**Supplied information:**
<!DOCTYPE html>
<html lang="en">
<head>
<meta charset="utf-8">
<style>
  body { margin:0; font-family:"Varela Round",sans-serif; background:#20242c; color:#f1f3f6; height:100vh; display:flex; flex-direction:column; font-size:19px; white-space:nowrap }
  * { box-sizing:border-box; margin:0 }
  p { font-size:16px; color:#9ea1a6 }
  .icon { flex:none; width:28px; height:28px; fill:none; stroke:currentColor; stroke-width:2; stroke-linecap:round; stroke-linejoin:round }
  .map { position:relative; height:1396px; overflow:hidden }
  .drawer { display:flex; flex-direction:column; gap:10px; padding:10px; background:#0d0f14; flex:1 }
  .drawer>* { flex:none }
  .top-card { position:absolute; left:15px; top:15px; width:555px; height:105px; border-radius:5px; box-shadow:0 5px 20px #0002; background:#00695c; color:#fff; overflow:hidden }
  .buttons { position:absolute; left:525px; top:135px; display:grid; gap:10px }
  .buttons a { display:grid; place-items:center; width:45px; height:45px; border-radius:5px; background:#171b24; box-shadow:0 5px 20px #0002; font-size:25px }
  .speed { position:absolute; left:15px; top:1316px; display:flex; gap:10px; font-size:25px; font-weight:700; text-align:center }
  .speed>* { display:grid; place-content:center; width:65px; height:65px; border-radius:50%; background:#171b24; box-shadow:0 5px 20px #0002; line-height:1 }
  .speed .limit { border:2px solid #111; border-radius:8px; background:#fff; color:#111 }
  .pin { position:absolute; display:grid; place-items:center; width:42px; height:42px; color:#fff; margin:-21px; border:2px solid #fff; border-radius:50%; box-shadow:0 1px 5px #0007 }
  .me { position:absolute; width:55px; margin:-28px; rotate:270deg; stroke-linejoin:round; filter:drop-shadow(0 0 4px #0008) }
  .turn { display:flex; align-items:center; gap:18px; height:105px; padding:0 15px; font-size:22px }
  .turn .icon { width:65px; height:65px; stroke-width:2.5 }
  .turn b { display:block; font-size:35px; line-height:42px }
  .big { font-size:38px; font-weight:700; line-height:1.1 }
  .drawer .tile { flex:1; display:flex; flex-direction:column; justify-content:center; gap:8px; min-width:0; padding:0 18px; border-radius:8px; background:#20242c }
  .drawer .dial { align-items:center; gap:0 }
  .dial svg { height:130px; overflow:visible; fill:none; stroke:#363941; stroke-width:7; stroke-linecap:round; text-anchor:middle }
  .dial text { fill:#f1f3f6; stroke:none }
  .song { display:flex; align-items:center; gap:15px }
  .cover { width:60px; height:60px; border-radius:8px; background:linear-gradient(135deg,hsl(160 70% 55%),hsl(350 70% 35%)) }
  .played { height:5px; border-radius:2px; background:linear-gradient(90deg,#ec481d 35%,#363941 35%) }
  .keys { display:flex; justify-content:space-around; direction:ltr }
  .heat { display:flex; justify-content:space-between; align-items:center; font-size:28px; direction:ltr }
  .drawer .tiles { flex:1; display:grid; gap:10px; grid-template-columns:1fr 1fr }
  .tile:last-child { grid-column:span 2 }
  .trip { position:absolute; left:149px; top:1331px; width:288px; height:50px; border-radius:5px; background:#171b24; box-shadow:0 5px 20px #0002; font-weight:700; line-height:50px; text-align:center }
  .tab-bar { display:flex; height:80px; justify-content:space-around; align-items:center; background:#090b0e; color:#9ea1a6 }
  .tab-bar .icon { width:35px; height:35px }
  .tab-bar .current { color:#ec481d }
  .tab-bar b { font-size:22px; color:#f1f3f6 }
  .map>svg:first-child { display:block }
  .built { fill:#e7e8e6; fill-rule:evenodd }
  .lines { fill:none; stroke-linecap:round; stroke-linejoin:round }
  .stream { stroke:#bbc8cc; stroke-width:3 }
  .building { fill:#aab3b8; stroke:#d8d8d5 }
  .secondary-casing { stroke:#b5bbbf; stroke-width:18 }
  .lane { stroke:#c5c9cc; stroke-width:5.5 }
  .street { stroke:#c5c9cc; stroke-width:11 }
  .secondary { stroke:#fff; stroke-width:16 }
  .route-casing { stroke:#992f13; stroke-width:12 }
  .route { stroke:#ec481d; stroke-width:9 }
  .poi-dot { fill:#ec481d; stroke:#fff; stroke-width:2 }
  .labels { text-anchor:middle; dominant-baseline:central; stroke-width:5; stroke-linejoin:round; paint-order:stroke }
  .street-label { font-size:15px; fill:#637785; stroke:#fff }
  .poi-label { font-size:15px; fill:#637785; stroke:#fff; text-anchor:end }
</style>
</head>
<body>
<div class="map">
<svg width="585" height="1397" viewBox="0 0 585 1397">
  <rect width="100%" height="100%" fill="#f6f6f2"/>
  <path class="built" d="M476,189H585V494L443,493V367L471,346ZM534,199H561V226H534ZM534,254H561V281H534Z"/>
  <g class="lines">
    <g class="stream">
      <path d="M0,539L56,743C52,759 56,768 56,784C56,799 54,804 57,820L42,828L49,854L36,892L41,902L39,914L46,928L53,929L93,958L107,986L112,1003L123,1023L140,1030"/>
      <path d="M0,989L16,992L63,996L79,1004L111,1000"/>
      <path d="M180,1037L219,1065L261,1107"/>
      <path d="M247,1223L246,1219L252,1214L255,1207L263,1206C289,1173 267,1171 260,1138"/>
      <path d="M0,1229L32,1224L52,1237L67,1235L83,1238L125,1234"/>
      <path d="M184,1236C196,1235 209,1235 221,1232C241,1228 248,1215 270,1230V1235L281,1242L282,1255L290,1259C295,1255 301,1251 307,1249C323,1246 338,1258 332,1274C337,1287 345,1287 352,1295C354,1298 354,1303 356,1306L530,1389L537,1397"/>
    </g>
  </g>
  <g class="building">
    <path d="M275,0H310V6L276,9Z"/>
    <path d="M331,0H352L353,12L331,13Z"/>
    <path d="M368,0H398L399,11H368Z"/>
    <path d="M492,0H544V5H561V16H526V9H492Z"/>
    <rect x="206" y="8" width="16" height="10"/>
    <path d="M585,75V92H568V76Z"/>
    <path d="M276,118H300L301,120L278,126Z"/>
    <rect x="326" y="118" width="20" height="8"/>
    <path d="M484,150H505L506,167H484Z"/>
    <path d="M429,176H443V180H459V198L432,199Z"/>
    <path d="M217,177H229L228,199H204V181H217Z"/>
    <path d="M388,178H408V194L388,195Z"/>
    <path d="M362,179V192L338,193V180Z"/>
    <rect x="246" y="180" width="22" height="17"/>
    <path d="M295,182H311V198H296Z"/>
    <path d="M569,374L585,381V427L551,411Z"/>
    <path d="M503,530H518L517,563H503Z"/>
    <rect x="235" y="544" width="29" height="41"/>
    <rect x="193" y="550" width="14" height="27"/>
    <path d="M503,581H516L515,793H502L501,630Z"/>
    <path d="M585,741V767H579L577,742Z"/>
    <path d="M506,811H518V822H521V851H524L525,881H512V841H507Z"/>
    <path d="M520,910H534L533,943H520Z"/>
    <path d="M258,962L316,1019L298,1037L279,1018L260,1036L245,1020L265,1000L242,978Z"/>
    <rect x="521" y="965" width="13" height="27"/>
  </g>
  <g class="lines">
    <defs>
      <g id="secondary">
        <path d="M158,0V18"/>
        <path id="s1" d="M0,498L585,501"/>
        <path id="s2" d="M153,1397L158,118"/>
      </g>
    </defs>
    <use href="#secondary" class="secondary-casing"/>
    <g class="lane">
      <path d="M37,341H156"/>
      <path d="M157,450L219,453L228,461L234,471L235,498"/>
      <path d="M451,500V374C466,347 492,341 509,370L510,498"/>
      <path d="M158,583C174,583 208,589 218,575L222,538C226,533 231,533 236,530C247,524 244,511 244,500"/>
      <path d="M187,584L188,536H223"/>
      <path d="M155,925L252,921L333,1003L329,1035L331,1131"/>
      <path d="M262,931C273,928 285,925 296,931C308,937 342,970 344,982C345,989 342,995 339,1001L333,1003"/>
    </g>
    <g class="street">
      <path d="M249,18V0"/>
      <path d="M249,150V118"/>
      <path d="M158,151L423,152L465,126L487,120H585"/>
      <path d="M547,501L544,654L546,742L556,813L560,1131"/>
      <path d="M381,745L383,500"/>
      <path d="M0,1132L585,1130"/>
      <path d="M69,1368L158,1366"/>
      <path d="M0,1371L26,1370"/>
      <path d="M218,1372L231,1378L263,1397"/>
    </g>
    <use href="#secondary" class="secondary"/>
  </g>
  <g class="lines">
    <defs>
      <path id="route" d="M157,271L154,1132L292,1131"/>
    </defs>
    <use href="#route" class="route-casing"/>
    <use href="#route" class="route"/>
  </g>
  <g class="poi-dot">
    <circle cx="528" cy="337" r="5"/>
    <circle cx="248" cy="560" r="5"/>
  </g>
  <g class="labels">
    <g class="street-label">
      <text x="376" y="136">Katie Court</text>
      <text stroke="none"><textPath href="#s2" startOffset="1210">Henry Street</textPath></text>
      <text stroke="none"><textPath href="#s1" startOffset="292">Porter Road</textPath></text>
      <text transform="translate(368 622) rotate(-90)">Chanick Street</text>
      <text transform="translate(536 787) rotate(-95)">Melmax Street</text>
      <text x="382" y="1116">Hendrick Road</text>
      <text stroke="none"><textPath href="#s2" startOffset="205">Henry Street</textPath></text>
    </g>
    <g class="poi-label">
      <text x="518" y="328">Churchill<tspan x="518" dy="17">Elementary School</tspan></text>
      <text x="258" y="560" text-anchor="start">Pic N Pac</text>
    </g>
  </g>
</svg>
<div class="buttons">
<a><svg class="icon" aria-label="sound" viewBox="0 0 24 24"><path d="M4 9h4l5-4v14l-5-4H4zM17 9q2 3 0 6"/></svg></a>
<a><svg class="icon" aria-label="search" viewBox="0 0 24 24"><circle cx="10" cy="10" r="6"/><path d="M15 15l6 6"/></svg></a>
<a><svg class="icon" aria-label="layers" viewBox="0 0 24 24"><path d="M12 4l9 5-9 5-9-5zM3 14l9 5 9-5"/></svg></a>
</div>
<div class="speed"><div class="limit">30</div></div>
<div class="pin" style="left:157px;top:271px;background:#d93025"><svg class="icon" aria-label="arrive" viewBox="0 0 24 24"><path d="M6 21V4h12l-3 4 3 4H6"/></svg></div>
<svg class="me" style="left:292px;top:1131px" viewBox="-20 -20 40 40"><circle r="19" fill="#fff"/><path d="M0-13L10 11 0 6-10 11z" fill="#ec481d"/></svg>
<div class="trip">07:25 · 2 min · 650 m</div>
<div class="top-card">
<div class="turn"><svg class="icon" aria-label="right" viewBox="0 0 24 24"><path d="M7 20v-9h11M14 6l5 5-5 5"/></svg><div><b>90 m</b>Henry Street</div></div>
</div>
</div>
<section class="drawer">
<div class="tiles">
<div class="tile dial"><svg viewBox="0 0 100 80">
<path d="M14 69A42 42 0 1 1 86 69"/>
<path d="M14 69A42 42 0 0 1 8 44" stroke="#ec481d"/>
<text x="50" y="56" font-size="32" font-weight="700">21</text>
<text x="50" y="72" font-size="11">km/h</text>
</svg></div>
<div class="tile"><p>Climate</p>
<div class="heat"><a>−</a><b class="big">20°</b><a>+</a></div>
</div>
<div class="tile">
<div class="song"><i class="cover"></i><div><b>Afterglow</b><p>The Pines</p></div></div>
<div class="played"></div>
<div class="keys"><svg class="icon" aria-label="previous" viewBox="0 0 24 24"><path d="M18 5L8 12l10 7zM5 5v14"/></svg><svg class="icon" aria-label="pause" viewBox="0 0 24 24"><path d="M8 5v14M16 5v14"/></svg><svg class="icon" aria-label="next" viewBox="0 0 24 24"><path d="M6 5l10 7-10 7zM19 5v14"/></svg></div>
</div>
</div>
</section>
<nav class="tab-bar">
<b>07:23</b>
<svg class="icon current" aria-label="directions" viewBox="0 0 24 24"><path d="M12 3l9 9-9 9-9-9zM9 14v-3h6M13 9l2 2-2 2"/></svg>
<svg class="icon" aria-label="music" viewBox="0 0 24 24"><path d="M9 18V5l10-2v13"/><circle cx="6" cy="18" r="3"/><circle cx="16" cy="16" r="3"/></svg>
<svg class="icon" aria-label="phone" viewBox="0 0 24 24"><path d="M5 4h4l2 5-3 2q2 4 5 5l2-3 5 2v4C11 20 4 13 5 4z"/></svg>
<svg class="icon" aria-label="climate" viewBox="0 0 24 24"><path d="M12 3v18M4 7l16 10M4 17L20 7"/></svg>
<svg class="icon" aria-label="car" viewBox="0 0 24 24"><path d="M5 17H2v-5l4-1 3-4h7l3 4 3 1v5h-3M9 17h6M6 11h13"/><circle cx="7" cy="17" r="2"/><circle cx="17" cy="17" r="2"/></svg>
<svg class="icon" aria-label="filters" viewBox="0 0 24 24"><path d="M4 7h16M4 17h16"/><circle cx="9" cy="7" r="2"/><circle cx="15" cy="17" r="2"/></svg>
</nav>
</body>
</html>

**Task item:** The required output is every line above that contains the string "cover".

**Output for this task:**
  .cover { width:60px; height:60px; border-radius:8px; background:linear-gradient(135deg,hsl(160 70% 55%),hsl(350 70% 35%)) }
<div class="song"><i class="cover"></i><div><b>Afterglow</b><p>The Pines</p></div></div>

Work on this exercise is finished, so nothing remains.